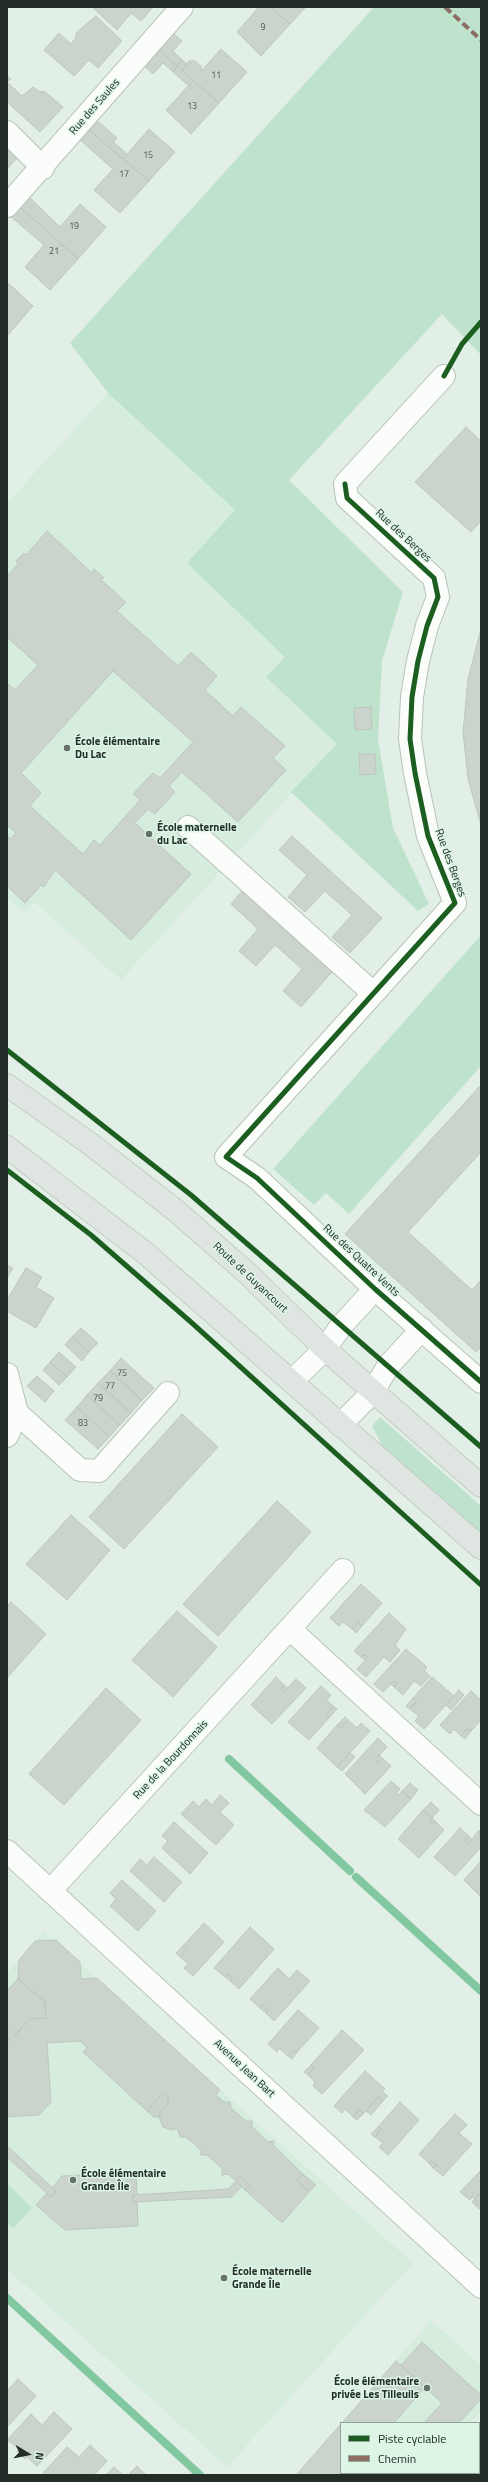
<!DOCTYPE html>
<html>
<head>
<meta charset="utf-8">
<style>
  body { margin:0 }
  #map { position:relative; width:488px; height:2482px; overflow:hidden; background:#e2efe6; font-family:"Titillium Web",sans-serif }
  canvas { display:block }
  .frame { position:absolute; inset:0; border:8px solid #232c26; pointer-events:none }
  .legend { position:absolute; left:340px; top:2422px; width:140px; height:52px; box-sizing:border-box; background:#dcf5e5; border:1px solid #92a599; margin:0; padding:5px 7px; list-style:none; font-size:12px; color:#232c26 }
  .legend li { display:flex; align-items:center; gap:8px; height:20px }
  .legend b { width:20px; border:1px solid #92a599 }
  .north { position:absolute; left:8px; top:2434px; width:40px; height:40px; -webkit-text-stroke:3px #dcf5e5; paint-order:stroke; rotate:100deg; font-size:11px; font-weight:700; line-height:16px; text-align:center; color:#232c26 }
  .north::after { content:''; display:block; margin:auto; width:14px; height:18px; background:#232c26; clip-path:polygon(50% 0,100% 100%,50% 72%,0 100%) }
</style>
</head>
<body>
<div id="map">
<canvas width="488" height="2482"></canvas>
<div class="frame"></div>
<ul class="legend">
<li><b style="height:5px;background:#1b5e20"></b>Piste cyclable</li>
<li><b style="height:5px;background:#8d6e63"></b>Chemin</li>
</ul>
<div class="north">N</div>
</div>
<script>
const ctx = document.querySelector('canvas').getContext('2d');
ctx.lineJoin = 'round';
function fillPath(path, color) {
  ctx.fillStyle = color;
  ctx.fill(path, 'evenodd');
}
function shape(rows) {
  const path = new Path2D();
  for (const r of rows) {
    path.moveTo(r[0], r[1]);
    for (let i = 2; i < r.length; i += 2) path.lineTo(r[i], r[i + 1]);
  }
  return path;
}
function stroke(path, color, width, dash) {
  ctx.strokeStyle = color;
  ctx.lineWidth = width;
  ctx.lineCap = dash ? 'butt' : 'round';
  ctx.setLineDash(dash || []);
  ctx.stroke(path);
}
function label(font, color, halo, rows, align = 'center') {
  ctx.font = font + ' "Titillium Web",sans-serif';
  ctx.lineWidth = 3;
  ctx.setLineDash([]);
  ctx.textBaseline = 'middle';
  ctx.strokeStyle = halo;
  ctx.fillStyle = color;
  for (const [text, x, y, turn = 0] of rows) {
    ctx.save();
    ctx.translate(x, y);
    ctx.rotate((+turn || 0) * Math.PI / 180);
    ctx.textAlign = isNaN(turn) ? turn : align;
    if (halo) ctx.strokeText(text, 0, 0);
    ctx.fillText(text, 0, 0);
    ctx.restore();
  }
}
const built = shape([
  [108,393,235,510,285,657,266,677,337,744,121,980,34,902,24,912,7,897,7,503],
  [44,1931,413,2263,227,2467,7,2269,7,1973],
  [431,2320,481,2365,481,2411,471,2423,342,2423]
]);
const green = shape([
  [374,7,481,7,481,355,442,314,289,480,403,592,382,661,378,739,393,828,429,904,418,911,291,792,337,744,266,677,285,657,187,563,235,510,108,393,70,343],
  [481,935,481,1066,349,1214,326,1193,314,1205,273,1169],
  [380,1417,481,1506,481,1535,383,1447,372,1426],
  [7,2183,32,2208,13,2228,7,2222],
  [367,2473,427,2473,366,2475]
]);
const stream = shape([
  [229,1759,350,1871],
  [356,1877,481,1991],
  [7,2298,200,2475]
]);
const building = shape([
  [92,7,153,7,141,21,131,13,117,30,92,7],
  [259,7,270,7,290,24,261,56,237,32,259,7],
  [270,7,306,7,290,24,270,7],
  [96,16,122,41,98,68,89,60,74,76,44,50,59,33,71,44,76,38,76,33,96,16],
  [173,33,182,41,173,51,182,60,177,66,158,49,173,33],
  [158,49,177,66,173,72,163,63,153,74,144,66,158,49],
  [221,49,247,72,219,103,182,70,189,61,195,61,201,66,201,71,221,49],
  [182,60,187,64,182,70,177,66,182,60],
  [177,66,193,81,189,86,173,72,177,66],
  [7,75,11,79,7,82,22,96,33,87,40,92,44,91,63,107,40,132,7,102,7,75],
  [193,81,219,103,191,134,166,110,193,81],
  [95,119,117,138,109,147,87,128,95,119],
  [87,128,149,181,120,213,94,190,113,169,78,138,87,128],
  [149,129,175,152,149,181,123,159,149,129],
  [113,142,127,154,123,159,109,147,113,142],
  [7,146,19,156,7,169,7,146],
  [27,195,60,227,80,204,106,227,78,259,18,205,27,195],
  [18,205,78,259,50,290,25,267,44,245,9,215,18,205],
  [9,284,33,306,7,336,7,286,9,284],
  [466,427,481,441,481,521,471,532,415,482,466,427],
  [47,531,92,573,94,569,104,578,101,580,126,602,117,611,178,666,191,652,217,676,205,690,233,716,241,707,285,746,273,758,286,770,238,822,182,772,169,786,175,792,155,814,148,809,135,823,191,874,131,940,55,870,44,887,41,885,25,903,7,886,7,839,8,837,10,839,16,833,7,825,7,683,15,690,38,665,9,639,7,641,7,576,18,564,16,561,24,553,26,555,47,531],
  [113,671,193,742,160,778,153,773,133,794,140,800,100,845,94,840,83,854,30,806,41,793,21,773,113,671],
  [481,629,481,825,468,779,463,732,468,679,481,629],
  [371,707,372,729,355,730,354,708,371,707],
  [359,754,375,754,376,774,360,775,359,754],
  [292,836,382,918,350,953,332,937,352,915,325,891,305,912,288,897,307,875,279,850,292,836],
  [243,890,333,971,301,1007,283,991,302,969,275,945,256,966,239,951,258,929,231,904,243,890],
  [481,1085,481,1152,408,1232,472,1290,481,1280,481,1347,476,1352,345,1234,481,1085],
  [7,1265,13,1268,7,1278,7,1265],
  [26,1268,42,1277,36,1287,54,1298,36,1328,7,1311,7,1300,26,1268],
  [81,1328,98,1343,89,1352,72,1337,81,1328],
  [72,1337,89,1352,82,1361,65,1345,72,1337],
  [59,1352,76,1367,67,1377,50,1362,59,1352],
  [121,1358,154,1388,142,1400,110,1371,121,1358],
  [50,1362,67,1377,59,1385,43,1370,50,1362],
  [110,1371,142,1400,131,1413,98,1383,110,1371],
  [37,1376,54,1391,45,1402,27,1386,37,1376],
  [98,1383,131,1413,120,1425,87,1395,98,1383],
  [87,1395,120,1425,109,1437,77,1407,87,1395],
  [77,1407,109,1437,98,1449,65,1420,77,1407],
  [182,1414,218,1447,124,1549,89,1517,182,1414],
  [277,1501,311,1532,218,1636,183,1604,277,1501],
  [71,1515,110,1550,67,1600,26,1564,71,1515],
  [361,1584,382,1603,362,1626,358,1623,352,1629,343,1622,339,1626,330,1618,361,1584],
  [11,1602,46,1634,7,1678,7,1606,11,1602],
  [177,1611,217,1647,173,1697,132,1660,177,1611],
  [389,1613,406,1629,395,1645,400,1650,390,1662,384,1657,366,1677,357,1669,368,1657,364,1655,361,1657,354,1651,389,1613],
  [358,1623,362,1626,356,1633,352,1629,358,1623],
  [406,1649,427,1667,424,1671,430,1676,421,1686,414,1681,403,1695,394,1687,397,1683,394,1681,383,1692,374,1684,406,1649],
  [364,1655,368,1657,365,1660,361,1657,364,1655],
  [276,1677,284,1685,281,1689,284,1692,296,1679,306,1688,272,1724,251,1705,276,1677],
  [432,1677,454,1696,424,1729,415,1721,419,1716,410,1709,417,1701,413,1698,432,1677],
  [394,1681,397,1683,394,1687,391,1684,394,1681],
  [284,1685,288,1688,284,1692,281,1689,284,1685],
  [321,1686,331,1695,327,1700,333,1706,326,1715,329,1718,309,1740,288,1722,321,1686],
  [106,1688,141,1720,64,1805,29,1774,106,1688],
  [459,1690,464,1695,451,1710,446,1705,459,1690],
  [471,1691,481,1700,481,1720,471,1731,467,1729,461,1736,454,1729,450,1734,440,1725,471,1691],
  [413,1698,417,1701,410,1709,406,1706,413,1698],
  [333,1706,337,1709,329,1718,326,1715,333,1706],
  [345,1717,348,1720,341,1728,337,1725,345,1717],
  [348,1720,357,1728,361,1723,370,1731,337,1767,317,1748,337,1725,341,1728,348,1720],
  [467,1729,471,1731,465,1739,461,1736,467,1729],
  [378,1738,387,1747,375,1760,379,1763,383,1759,391,1766,365,1794,345,1774,378,1738],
  [350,1753,355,1757,342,1771,337,1767,350,1753],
  [379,1755,383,1759,379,1763,375,1760,379,1755],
  [391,1781,400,1789,397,1793,399,1795,402,1791,411,1799,385,1827,364,1810,391,1781],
  [410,1783,418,1790,411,1799,402,1791,410,1783],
  [220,1795,229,1803,220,1812,234,1825,216,1845,181,1814,193,1801,199,1807,206,1799,212,1805,220,1795],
  [431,1802,439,1810,432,1818,423,1810,431,1802],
  [423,1810,432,1818,429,1822,432,1825,435,1821,444,1830,419,1858,398,1839,423,1810],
  [432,1818,435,1821,432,1825,429,1822,432,1818],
  [174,1822,208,1853,190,1874,162,1848,168,1841,162,1836,174,1822],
  [460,1828,469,1836,464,1841,468,1844,479,1830,481,1847,455,1876,434,1857,460,1828],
  [469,1836,471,1839,468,1844,464,1841,469,1836],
  [154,1857,182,1882,164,1902,130,1871,140,1859,147,1865,154,1857],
  [481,1861,481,1897,464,1880,481,1861],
  [122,1880,156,1911,138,1931,110,1906,116,1899,110,1893,122,1880],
  [204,1923,224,1942,193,1976,184,1968,188,1964,180,1957,187,1950,183,1946,204,1923],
  [250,1927,274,1949,239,1989,230,1981,233,1978,227,1974,225,1977,214,1968,250,1927],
  [56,1940,80,1962,81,1979,97,1978,220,2090,216,2095,224,2102,230,2102,231,2108,246,2121,252,2121,252,2127,268,2142,274,2141,274,2146,303,2174,297,2181,309,2192,282,2223,245,2190,250,2185,240,2176,236,2181,228,2174,222,2175,222,2168,207,2155,201,2155,200,2149,186,2137,180,2137,177,2128,173,2130,163,2127,159,2117,161,2111,168,2104,168,2097,163,2093,147,2111,83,2052,87,2048,80,2041,47,2043,51,2102,39,2115,7,2117,7,2042,30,2019,46,2018,45,2002,18,1979,19,1960,35,1941,56,1940],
  [183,1946,187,1950,180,1957,176,1953,183,1946],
  [278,1968,289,1979,297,1970,310,1981,274,2021,266,2013,268,2010,263,2005,261,2009,250,1999,278,1968],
  [227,1974,233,1978,230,1981,225,1977,227,1974],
  [18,1979,45,2002,46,2018,30,2019,8,2043,7,1991,18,1979],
  [263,2005,268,2010,266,2013,261,2009,263,2005],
  [298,2010,319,2028,297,2052,294,2050,288,2056,279,2048,277,2052,268,2044,298,2010],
  [342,2030,364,2050,322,2094,313,2086,315,2082,308,2075,314,2067,311,2065,342,2030],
  [294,2050,297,2052,292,2059,288,2056,294,2050],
  [311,2065,314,2067,308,2075,304,2072,311,2065],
  [365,2071,385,2089,382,2092,388,2096,383,2101,378,2097,364,2113,359,2110,353,2117,345,2109,342,2113,334,2106,365,2071],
  [163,2093,168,2097,168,2104,161,2111,159,2117,154,2117,147,2111,163,2093],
  [378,2097,383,2101,371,2115,366,2111,378,2097],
  [400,2102,419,2120,388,2155,379,2147,383,2143,375,2137,381,2129,378,2127,400,2102],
  [359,2110,364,2113,357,2120,353,2117,359,2110],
  [455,2114,467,2125,459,2133,472,2144,443,2176,433,2168,437,2165,431,2161,429,2163,419,2154,455,2114],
  [378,2127,381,2129,375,2137,371,2134,378,2127],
  [7,2146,56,2191,51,2197,7,2157,7,2146],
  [431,2161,437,2165,433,2168,429,2163,431,2161],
  [481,2170,481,2192,475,2199,472,2197,470,2200,460,2192,481,2170],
  [136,2172,137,2194,133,2195,133,2202,137,2202,138,2226,65,2230,36,2205,47,2193,51,2197,56,2191,53,2187,62,2176,136,2172],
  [303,2174,316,2185,309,2192,297,2181,303,2174],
  [240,2176,250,2185,245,2190,236,2181,240,2176],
  [236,2181,242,2186,232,2197,133,2202,133,2195,229,2189,236,2181],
  [481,2192,481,2210,476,2206,479,2203,475,2199,481,2192],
  [475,2199,479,2203,476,2206,472,2202,475,2199],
  [422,2342,481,2395,481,2399,459,2423,424,2423,442,2403,401,2365,422,2342],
  [396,2361,425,2387,394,2423,342,2423,396,2361],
  [18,2379,36,2396,7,2427,7,2391,18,2379],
  [54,2412,72,2429,37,2466,27,2457,28,2455,7,2440,31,2414,42,2425,54,2412],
  [341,2424,341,2473,367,2473,366,2475,296,2475,341,2424],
  [90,2445,107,2461,94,2475,46,2475,43,2473,67,2447,79,2457,90,2445],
  [20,2448,28,2455,25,2459,17,2452,20,2448],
  [137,2466,146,2475,128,2475,137,2466],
  [114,2467,123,2475,106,2475,114,2467]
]);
const minor = shape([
  [7,132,43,168],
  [7,206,182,7],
  [444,376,345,484,347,498,434,578,438,597,427,626,418,661,412,697,410,739,415,773,428,836,455,903,226,1157,257,1178,375,1289,481,1382],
  [188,827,373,993],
  [7,1374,17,1413,7,1436],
  [292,1381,325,1349,341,1326,375,1289],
  [17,1413,80,1470,99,1471,168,1393],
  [340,1425,373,1392,388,1366,422,1329],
  [291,1630,481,1804],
  [7,1851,481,2287],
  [51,1890,343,1570],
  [479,2438,481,2435],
  [446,2475,448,2473]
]);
const major = shape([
  [7,1085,89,1143,175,1210,247,1273,325,1349,481,1486],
  [7,1147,144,1252,481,1548]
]);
const quiet = shape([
  [445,7,481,40]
]);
const cycleway = shape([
  [444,376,462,344,481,322],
  [345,484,347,498,434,578,438,597,427,626,418,661,412,697,410,739,415,773,428,836,455,903,226,1157,257,1178,375,1289,481,1382],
  [7,1050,191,1195,481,1447],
  [7,1170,91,1235,192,1323,481,1585]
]);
const markers = [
  [67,748,4,"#667069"],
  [149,834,4,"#667069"],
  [73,2180,4,"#667069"],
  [224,2278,4,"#667069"],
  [427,2388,4,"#667069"]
];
const numberNames = [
  ["9",263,28],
  ["11",216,76],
  ["13",192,107],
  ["15",148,156],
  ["17",124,175],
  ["19",74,227],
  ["21",54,252],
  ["75",122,1374],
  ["77",110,1387],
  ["79",98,1399],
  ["83",83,1424]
];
const streetNames = [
  ["Rue des Saules",95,107,-49],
  ["Rue des Berges",403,536,43],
  ["Rue des Berges",450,863,70],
  ["Rue des Quatre Vents",361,1261,43],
  ["Route de Guyancourt",250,1278,43],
  ["Rue de la Bourdonnais",171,1760,-47],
  ["Avenue Jean Bart",244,2069,43]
];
const poiNames = [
  ["École élémentaire",75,742],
  ["Du Lac",75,755],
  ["École maternelle",157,828],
  ["du Lac",157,841],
  ["École élémentaire",81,2174],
  ["Grande Île",81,2187],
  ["École maternelle",232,2272],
  ["Grande Île",232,2285],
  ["École élémentaire",419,2382,"right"],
  ["privée Les Tilleuils",419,2395,"right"]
];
fillPath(built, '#d6edde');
fillPath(green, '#bee2cc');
stroke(stream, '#81c8a1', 8);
fillPath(building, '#cad4cd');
stroke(building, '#bdc7c0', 1);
stroke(minor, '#b8c2bb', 24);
stroke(major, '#c4cbc7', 24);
stroke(minor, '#fbfdfb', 22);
stroke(major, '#dfe6e2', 22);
stroke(quiet, '#8d6e63', 4, [8, 4]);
stroke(cycleway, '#1b5e20', 5);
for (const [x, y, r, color] of markers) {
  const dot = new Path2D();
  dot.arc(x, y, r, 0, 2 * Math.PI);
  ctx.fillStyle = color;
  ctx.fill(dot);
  stroke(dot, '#dcf5e5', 1.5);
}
label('9px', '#4e5852', null, numberNames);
label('11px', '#232c26', '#dcf5e5', streetNames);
label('bold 11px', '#232c26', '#dcf5e5', poiNames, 'left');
</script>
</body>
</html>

Task brief:
Look through the records and gather every line containing "canvas".

Solved problem:
  canvas { display:block }
<canvas width="488" height="2482"></canvas>
const ctx = document.querySelector('canvas').getContext('2d');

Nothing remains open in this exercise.